Saved entries
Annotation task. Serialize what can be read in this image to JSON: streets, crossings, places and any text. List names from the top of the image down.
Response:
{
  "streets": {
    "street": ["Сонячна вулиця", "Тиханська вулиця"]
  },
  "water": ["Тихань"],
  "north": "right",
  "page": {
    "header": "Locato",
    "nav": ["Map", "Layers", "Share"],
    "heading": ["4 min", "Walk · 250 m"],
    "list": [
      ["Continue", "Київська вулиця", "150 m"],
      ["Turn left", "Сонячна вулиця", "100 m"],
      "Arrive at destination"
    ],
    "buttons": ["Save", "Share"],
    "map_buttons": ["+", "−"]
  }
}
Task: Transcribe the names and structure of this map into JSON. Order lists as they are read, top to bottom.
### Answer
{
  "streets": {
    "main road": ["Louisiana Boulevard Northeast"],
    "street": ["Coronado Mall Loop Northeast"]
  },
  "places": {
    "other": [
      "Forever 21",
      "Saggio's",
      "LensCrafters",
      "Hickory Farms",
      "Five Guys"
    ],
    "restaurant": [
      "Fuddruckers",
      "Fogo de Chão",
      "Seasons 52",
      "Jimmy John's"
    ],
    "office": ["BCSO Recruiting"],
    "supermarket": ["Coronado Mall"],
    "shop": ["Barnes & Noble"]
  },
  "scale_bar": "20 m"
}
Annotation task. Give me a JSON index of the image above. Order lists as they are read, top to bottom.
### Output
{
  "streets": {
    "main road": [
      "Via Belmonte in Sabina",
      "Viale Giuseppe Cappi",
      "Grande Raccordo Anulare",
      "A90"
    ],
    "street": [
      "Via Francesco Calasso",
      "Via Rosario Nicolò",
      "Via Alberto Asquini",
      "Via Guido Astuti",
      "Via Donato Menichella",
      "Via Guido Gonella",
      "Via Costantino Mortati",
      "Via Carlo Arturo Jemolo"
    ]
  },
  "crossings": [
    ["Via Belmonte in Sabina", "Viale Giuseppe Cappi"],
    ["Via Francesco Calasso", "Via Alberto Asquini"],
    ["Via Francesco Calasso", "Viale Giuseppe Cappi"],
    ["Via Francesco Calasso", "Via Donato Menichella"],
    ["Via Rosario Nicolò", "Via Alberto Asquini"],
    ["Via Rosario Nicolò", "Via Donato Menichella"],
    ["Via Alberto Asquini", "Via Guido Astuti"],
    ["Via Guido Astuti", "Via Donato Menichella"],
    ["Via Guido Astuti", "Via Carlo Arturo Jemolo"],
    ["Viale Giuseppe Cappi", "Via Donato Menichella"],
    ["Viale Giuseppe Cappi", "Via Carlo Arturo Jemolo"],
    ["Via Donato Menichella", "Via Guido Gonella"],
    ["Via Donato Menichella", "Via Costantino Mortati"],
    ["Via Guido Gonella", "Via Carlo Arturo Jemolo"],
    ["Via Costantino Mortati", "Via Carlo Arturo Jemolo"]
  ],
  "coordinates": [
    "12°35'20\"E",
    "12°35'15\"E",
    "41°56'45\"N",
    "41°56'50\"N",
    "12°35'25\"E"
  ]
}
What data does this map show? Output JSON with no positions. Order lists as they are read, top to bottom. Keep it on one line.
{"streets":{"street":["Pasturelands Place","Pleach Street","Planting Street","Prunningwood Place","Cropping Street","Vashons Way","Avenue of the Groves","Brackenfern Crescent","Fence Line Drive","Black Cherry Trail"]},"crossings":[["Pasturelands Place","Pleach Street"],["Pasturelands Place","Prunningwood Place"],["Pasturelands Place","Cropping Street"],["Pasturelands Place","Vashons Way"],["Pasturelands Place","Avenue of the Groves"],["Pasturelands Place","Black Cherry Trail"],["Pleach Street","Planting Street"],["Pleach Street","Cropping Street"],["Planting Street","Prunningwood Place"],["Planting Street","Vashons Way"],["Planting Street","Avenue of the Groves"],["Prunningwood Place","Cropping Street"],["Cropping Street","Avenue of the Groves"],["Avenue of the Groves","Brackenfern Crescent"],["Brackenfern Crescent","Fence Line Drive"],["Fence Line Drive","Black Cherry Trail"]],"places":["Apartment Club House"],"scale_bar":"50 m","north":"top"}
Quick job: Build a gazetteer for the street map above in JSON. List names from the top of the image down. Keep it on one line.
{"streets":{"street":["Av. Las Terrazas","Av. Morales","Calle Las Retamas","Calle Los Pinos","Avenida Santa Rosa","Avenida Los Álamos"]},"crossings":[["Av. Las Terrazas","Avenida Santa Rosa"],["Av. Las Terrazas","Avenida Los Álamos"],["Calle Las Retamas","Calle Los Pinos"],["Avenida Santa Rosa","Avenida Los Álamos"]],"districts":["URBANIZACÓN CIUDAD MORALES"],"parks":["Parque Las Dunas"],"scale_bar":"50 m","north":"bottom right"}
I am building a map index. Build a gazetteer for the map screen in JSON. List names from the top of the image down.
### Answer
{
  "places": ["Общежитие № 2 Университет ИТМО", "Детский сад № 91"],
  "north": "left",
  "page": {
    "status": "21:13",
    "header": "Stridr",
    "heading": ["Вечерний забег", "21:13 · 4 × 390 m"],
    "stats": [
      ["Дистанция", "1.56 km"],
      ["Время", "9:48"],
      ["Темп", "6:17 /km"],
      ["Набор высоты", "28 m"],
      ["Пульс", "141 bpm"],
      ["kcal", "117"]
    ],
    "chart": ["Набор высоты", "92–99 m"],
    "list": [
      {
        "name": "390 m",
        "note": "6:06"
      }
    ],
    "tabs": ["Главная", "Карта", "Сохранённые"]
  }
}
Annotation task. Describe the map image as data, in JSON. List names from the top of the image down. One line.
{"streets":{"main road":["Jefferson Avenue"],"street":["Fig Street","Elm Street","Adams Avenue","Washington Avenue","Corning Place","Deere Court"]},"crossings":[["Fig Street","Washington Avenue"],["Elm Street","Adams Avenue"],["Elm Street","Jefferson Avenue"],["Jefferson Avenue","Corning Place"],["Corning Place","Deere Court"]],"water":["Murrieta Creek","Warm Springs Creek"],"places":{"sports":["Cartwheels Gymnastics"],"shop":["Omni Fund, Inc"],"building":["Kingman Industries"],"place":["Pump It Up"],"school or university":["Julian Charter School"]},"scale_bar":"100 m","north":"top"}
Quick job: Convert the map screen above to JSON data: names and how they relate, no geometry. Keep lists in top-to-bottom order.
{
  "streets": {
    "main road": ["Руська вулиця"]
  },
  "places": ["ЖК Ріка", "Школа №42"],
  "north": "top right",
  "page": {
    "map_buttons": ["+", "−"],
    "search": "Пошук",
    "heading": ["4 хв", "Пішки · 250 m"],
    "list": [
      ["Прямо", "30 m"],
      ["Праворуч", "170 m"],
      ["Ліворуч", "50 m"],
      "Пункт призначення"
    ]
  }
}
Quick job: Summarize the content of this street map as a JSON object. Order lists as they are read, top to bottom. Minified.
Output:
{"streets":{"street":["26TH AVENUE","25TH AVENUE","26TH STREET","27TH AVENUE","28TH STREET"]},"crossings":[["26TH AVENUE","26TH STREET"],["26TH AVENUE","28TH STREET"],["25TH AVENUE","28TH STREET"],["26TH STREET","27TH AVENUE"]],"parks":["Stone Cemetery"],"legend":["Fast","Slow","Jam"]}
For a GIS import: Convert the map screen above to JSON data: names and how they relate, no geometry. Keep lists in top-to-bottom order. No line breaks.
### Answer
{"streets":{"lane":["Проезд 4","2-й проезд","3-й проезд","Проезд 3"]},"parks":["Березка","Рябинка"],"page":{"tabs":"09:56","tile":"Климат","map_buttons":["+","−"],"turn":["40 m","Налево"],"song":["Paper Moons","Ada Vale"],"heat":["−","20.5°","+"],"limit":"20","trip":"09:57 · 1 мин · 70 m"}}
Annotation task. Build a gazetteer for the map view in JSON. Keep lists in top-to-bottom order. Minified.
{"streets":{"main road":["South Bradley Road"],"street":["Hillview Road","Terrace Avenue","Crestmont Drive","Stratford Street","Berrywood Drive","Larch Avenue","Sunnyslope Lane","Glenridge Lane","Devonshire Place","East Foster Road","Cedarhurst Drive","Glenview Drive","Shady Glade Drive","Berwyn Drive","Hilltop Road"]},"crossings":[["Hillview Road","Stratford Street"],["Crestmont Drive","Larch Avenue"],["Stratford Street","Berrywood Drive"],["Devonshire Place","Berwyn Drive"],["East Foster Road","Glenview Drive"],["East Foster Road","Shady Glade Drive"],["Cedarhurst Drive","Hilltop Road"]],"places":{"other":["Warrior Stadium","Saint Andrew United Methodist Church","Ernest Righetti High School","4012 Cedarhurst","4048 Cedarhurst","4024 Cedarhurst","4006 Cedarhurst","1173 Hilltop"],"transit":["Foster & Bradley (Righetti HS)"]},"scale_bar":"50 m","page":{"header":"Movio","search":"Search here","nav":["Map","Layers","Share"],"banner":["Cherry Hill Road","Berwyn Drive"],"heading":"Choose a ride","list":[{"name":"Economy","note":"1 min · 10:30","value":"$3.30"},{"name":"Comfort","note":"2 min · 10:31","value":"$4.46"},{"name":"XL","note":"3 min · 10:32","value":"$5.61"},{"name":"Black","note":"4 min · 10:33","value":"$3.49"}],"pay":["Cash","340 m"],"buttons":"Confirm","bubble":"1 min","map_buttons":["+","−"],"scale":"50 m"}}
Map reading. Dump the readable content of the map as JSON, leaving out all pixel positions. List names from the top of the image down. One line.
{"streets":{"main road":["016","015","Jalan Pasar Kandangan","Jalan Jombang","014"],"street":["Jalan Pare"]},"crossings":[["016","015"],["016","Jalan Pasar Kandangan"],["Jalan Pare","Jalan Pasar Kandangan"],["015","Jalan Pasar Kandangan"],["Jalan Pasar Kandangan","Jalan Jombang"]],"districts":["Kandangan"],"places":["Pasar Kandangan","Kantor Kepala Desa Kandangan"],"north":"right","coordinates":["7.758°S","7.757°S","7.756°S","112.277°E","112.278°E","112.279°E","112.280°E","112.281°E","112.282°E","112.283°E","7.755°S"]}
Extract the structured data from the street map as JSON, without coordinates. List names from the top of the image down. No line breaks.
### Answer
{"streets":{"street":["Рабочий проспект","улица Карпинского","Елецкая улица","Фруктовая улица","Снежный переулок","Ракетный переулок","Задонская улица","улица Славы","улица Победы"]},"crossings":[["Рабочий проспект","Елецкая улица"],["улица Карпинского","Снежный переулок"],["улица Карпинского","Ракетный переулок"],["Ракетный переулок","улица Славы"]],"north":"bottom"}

**Brief:**
Start at the first line of the entries and stop at the line with "Task: Transcribe the". Retype each of those lines exactly, both ends included.

**Task output:**
Annotation task. Serialize what can be read in this image to JSON: streets, crossings, places and any text. List names from the top of the image down.
Response:
{
  "streets": {
    "street": ["Сонячна вулиця", "Тиханська вулиця"]
  },
  "water": ["Тихань"],
  "north": "right",
  "page": {
    "header": "Locato",
    "nav": ["Map", "Layers", "Share"],
    "heading": ["4 min", "Walk · 250 m"],
    "list": [
      ["Continue", "Київська вулиця", "150 m"],
      ["Turn left", "Сонячна вулиця", "100 m"],
      "Arrive at destination"
    ],
    "buttons": ["Save", "Share"],
    "map_buttons": ["+", "−"]
  }
}
Task: Transcribe the names and structure of this map into JSON. Order lists as they are read, top to bottom.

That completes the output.